> **Work to be completed**: Copy each line below containing "lineWidth".

> **Stored data**:
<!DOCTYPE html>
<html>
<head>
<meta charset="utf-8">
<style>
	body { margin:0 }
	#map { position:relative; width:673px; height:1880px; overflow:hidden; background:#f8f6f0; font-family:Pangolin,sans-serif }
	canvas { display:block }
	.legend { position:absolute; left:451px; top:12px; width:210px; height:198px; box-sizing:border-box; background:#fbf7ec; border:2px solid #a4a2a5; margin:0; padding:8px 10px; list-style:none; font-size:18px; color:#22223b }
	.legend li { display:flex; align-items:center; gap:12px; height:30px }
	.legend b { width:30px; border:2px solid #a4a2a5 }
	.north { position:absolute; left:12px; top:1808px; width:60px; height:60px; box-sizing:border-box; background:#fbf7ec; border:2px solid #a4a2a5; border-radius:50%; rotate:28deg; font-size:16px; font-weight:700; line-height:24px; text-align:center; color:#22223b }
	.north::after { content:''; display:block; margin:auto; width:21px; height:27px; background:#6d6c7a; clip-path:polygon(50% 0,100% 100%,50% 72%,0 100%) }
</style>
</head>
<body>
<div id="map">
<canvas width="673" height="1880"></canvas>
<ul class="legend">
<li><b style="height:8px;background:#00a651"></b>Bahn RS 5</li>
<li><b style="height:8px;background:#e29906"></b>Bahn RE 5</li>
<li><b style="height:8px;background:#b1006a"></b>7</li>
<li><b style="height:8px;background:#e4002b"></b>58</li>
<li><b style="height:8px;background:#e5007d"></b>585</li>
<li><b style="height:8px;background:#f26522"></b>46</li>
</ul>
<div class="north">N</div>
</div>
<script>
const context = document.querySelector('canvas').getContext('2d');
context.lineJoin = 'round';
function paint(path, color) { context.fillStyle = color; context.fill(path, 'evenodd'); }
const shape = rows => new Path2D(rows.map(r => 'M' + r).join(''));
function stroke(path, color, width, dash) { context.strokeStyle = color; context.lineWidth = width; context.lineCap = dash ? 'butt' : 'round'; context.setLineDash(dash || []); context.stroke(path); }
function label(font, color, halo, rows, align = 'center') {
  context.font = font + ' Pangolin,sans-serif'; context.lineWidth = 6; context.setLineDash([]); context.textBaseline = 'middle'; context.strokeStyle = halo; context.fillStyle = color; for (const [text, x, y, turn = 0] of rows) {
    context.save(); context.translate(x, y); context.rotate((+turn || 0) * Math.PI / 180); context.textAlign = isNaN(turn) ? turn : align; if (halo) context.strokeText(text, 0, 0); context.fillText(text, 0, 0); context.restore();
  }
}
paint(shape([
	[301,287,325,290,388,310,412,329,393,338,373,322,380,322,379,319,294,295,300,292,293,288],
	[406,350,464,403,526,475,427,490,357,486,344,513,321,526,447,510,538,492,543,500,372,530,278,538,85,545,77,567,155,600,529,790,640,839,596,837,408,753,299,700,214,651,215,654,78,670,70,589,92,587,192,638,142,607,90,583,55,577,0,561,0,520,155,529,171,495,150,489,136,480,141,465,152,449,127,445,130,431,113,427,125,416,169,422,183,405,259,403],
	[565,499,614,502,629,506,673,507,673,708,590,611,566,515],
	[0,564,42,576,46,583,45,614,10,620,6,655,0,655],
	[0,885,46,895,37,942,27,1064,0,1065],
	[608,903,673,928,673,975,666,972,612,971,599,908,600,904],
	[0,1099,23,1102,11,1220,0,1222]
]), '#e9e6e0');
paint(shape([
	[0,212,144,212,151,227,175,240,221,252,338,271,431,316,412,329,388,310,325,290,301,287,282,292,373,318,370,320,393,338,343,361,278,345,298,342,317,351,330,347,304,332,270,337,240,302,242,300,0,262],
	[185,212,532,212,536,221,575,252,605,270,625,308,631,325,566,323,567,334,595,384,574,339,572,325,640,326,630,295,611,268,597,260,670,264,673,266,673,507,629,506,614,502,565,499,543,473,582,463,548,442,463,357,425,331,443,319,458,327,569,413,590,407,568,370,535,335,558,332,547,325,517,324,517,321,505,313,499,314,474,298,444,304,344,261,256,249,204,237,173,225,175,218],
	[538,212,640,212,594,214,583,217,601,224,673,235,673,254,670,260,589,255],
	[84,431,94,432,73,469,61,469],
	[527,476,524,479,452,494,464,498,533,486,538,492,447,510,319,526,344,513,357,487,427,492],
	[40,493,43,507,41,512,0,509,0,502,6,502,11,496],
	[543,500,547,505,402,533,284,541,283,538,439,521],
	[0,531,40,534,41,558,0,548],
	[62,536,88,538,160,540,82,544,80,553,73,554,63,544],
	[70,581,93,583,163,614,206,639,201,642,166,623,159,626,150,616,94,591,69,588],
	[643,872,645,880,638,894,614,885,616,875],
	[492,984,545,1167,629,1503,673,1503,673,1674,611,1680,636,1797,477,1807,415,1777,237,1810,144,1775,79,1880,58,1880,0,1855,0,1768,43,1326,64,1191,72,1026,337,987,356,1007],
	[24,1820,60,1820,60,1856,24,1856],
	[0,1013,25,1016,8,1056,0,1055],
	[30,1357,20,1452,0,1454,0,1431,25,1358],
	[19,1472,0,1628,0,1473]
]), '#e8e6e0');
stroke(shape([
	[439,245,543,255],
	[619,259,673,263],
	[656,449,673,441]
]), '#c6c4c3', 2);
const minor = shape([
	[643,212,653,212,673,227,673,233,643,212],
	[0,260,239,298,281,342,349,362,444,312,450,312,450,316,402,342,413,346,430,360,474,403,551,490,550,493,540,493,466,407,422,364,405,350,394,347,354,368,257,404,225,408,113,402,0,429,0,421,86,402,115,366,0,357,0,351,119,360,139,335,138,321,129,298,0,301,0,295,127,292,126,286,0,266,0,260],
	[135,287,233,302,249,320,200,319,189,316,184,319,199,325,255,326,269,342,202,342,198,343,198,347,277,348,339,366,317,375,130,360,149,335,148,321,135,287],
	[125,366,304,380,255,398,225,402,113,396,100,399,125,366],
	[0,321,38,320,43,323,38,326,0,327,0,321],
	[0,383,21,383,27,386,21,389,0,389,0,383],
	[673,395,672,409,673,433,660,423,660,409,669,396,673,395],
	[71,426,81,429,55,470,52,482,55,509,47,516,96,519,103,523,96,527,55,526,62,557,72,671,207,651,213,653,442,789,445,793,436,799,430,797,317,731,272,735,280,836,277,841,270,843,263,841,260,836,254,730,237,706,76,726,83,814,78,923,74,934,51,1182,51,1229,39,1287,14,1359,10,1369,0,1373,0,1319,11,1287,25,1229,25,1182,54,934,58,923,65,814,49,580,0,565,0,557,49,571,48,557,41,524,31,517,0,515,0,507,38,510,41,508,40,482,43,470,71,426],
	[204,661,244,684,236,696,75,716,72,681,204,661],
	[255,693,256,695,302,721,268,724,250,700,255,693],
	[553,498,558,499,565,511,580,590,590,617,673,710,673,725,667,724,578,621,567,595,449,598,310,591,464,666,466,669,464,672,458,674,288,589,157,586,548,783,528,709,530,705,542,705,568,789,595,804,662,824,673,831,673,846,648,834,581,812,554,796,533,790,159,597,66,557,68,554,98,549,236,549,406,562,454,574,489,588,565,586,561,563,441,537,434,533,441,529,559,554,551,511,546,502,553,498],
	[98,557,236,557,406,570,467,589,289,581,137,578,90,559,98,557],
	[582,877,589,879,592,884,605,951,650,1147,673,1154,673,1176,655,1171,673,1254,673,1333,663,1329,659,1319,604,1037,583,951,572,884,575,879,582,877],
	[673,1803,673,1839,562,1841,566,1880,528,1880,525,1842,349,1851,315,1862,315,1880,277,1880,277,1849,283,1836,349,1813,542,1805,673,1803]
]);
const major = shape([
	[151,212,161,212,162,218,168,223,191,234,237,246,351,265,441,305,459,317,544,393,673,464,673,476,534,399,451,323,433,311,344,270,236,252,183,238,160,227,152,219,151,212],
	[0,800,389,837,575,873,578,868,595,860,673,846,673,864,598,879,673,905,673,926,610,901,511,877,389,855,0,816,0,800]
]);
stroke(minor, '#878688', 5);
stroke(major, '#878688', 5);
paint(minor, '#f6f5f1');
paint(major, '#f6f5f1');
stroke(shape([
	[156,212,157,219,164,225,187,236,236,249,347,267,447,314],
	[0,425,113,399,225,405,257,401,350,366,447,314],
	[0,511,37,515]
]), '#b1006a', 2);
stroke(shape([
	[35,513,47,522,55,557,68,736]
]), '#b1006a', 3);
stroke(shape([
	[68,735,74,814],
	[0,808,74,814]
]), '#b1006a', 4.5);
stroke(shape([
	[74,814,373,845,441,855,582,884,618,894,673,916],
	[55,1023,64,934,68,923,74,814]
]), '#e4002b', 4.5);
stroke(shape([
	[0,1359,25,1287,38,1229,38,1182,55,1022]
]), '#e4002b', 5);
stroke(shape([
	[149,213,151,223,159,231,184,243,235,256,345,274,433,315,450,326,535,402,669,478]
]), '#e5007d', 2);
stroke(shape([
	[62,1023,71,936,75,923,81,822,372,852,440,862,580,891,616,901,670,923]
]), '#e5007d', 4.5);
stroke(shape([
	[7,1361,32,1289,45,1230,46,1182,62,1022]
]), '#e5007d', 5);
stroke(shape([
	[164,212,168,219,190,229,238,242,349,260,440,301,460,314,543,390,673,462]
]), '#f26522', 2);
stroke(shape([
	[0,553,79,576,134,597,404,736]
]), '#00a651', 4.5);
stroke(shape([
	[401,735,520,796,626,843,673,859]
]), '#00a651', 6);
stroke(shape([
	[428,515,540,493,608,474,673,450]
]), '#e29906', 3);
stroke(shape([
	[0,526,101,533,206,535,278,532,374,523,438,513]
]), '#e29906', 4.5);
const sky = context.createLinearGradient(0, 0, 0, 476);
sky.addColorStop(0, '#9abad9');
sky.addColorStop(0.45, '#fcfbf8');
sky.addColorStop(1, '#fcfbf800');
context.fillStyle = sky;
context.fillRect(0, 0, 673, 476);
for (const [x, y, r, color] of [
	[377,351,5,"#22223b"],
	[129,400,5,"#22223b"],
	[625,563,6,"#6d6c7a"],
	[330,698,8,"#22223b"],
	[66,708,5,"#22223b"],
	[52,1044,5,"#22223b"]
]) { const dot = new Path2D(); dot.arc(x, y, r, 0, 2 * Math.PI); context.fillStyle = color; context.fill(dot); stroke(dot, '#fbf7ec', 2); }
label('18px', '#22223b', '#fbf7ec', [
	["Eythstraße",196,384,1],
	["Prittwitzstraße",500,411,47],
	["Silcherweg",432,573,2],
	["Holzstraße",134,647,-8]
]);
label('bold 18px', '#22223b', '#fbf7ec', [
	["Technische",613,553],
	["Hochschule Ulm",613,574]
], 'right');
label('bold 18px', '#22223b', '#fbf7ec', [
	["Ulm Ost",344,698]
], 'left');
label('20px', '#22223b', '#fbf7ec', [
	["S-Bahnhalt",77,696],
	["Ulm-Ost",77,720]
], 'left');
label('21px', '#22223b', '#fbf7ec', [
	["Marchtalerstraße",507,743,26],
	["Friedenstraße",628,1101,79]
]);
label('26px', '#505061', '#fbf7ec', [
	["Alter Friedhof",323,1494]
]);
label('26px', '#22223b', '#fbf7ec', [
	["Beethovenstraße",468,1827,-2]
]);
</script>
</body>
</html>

> **Task response**:
function stroke(path, color, width, dash) { context.strokeStyle = color; context.lineWidth = width; context.lineCap = dash ? 'butt' : 'round'; context.setLineDash(dash || []); context.stroke(path); }
  context.font = font + ' Pangolin,sans-serif'; context.lineWidth = 6; context.setLineDash([]); context.textBaseline = 'middle'; context.strokeStyle = halo; context.fillStyle = color; for (const [text, x, y, turn = 0] of rows) {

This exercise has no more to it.